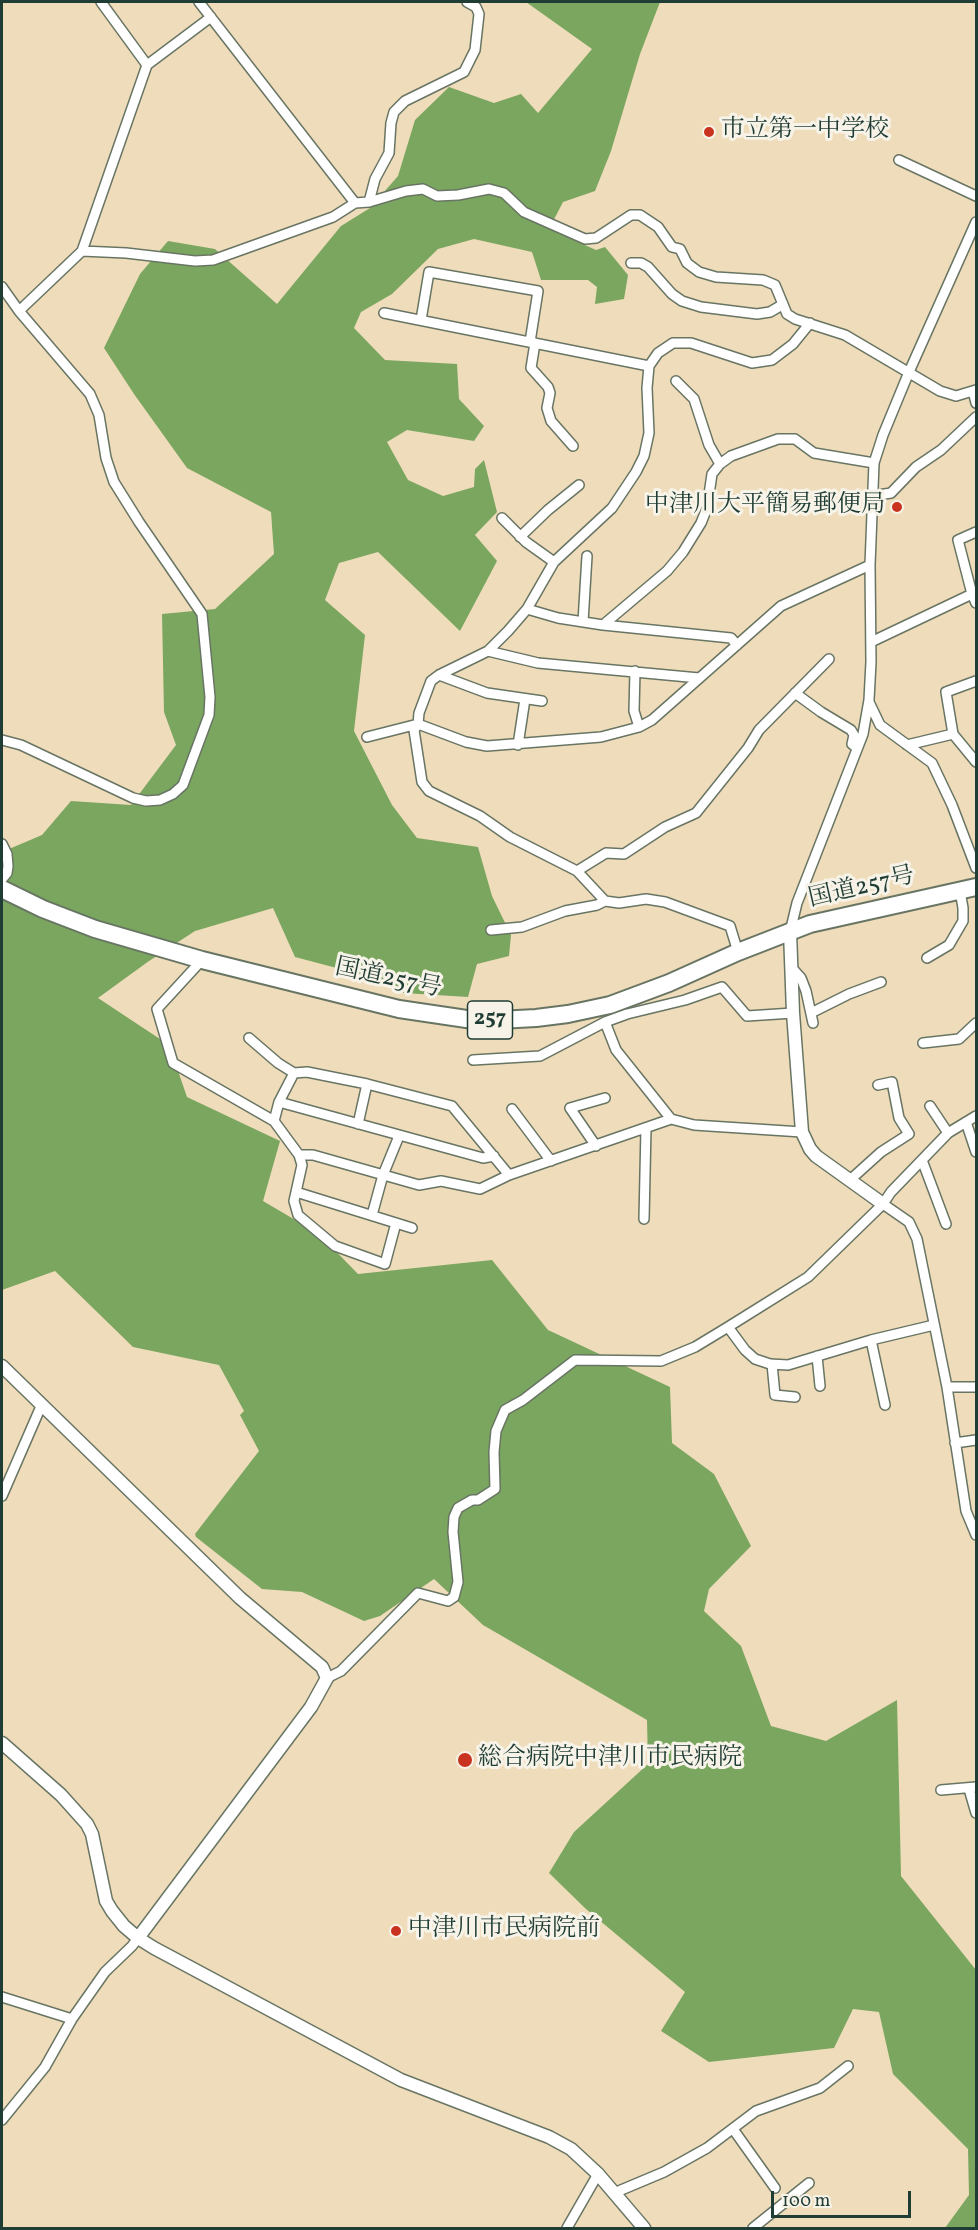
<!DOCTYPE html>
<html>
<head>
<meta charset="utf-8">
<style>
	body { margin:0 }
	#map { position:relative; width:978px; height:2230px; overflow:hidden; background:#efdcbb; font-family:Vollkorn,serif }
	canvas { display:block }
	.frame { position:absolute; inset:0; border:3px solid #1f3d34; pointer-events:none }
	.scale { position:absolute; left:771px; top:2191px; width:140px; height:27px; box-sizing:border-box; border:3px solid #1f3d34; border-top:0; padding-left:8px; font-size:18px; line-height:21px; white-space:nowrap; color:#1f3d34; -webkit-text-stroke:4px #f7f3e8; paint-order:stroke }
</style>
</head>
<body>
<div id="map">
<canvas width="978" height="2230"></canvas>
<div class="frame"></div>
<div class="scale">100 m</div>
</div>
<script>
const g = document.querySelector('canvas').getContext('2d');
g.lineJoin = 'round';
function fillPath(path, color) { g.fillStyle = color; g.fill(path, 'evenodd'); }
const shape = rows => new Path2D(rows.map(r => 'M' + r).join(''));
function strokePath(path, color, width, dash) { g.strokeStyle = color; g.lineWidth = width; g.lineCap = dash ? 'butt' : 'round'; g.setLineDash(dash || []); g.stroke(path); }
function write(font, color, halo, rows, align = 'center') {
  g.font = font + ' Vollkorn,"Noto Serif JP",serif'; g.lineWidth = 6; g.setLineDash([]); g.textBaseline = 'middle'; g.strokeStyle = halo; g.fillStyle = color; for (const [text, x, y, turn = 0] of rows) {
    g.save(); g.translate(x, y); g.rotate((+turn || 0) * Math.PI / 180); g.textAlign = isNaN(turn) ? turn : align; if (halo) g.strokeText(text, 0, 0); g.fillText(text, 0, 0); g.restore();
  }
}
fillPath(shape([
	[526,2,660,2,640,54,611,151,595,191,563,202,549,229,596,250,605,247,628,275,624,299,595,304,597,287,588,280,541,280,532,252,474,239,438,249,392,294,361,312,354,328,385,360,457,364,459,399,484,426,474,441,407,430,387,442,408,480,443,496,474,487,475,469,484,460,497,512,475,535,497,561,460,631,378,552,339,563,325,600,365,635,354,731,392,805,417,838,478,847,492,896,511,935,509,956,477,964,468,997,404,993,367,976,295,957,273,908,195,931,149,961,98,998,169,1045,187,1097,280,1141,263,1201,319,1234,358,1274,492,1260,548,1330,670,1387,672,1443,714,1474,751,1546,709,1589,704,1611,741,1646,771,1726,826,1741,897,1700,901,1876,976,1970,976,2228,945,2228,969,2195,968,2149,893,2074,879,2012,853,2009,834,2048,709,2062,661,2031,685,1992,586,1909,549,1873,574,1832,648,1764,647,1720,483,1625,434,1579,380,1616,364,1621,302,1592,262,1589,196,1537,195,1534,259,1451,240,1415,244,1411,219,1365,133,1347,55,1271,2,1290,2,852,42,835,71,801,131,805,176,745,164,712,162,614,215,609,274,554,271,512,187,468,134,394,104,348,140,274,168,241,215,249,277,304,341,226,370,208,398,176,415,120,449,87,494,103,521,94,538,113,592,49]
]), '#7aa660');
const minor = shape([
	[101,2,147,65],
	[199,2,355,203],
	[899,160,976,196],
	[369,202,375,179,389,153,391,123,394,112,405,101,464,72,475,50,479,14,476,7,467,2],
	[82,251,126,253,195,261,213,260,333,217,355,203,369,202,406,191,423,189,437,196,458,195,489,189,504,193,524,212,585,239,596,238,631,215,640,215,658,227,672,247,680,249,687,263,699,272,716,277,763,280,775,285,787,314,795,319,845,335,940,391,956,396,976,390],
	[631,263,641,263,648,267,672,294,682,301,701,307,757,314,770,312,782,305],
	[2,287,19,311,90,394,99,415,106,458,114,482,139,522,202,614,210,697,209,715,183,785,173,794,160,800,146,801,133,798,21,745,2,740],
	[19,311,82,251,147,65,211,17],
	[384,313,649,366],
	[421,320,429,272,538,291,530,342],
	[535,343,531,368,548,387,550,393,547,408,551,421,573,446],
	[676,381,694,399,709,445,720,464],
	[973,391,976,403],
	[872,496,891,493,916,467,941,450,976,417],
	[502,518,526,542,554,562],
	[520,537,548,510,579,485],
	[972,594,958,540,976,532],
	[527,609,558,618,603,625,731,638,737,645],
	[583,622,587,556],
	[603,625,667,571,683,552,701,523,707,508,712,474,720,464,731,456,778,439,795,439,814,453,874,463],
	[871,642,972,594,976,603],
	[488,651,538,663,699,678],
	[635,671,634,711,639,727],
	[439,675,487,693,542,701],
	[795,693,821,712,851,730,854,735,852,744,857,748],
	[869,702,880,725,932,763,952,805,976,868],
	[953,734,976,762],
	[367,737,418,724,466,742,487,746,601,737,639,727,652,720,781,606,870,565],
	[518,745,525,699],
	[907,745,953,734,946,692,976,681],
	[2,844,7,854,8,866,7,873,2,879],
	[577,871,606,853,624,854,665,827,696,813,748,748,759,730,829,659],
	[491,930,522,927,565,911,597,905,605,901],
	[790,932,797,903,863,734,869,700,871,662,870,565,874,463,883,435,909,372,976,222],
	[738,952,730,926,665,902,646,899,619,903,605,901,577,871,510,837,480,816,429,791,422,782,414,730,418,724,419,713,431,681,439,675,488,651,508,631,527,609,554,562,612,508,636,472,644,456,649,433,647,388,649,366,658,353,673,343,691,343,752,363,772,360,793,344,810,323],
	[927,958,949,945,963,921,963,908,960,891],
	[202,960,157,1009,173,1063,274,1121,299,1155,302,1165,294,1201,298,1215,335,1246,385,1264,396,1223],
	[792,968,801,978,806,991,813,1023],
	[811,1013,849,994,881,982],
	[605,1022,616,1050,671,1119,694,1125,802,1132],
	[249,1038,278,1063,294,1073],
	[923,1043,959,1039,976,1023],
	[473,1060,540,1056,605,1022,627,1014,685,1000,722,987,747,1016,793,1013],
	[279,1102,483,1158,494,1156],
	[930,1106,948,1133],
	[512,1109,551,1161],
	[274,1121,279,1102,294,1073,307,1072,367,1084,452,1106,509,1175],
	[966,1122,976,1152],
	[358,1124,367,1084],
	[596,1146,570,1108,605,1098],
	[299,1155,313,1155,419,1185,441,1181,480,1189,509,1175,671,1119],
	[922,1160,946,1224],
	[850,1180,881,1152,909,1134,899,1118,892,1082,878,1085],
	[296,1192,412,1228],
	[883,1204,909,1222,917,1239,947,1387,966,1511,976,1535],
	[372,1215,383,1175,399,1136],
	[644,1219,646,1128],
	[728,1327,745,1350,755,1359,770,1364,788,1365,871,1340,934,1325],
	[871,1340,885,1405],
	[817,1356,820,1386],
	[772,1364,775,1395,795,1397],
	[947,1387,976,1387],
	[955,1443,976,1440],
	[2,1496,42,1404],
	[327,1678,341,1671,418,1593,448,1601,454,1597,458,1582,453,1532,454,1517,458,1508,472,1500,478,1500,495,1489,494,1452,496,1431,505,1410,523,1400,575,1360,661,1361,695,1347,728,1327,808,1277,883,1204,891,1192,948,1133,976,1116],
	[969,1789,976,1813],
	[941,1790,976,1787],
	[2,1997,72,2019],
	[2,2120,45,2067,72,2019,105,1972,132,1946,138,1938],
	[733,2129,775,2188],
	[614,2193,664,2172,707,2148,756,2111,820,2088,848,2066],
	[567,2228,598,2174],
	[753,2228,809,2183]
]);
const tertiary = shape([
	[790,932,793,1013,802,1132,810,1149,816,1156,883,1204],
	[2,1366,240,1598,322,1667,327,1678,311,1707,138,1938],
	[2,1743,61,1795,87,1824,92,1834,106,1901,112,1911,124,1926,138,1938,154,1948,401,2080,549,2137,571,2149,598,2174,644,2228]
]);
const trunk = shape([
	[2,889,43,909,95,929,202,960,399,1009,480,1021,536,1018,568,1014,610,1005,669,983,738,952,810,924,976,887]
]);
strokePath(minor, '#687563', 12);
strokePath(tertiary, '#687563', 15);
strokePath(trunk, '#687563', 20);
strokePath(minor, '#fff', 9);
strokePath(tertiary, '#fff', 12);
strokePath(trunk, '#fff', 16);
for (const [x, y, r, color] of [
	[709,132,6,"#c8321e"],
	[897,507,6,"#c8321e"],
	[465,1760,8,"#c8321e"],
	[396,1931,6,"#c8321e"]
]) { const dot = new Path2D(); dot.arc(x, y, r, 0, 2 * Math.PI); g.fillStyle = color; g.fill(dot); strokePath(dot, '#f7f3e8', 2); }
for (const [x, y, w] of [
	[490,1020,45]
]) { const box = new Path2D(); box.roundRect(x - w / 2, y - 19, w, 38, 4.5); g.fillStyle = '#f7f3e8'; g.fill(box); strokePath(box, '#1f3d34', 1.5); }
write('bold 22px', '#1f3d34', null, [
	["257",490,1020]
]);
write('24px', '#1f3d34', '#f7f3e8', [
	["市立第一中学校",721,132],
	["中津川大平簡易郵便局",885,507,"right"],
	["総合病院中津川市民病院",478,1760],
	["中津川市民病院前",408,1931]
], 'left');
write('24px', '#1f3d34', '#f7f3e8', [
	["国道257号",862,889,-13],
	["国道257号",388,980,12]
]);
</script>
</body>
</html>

● EXERCISE GOAL:
All lines from the one containing "strokePath(minor, '#fff', 9);" through the last line of the data must be set down exactly. No other lines belong in the answer.

● RESULT OF THIS EXERCISE:
strokePath(minor, '#fff', 9);
strokePath(tertiary, '#fff', 12);
strokePath(trunk, '#fff', 16);
for (const [x, y, r, color] of [
	[709,132,6,"#c8321e"],
	[897,507,6,"#c8321e"],
	[465,1760,8,"#c8321e"],
	[396,1931,6,"#c8321e"]
]) { const dot = new Path2D(); dot.arc(x, y, r, 0, 2 * Math.PI); g.fillStyle = color; g.fill(dot); strokePath(dot, '#f7f3e8', 2); }
for (const [x, y, w] of [
	[490,1020,45]
]) { const box = new Path2D(); box.roundRect(x - w / 2, y - 19, w, 38, 4.5); g.fillStyle = '#f7f3e8'; g.fill(box); strokePath(box, '#1f3d34', 1.5); }
write('bold 22px', '#1f3d34', null, [
	["257",490,1020]
]);
write('24px', '#1f3d34', '#f7f3e8', [
	["市立第一中学校",721,132],
	["中津川大平簡易郵便局",885,507,"right"],
	["総合病院中津川市民病院",478,1760],
	["中津川市民病院前",408,1931]
], 'left');
write('24px', '#1f3d34', '#f7f3e8', [
	["国道257号",862,889,-13],
	["国道257号",388,980,12]
]);
</script>
</body>
</html>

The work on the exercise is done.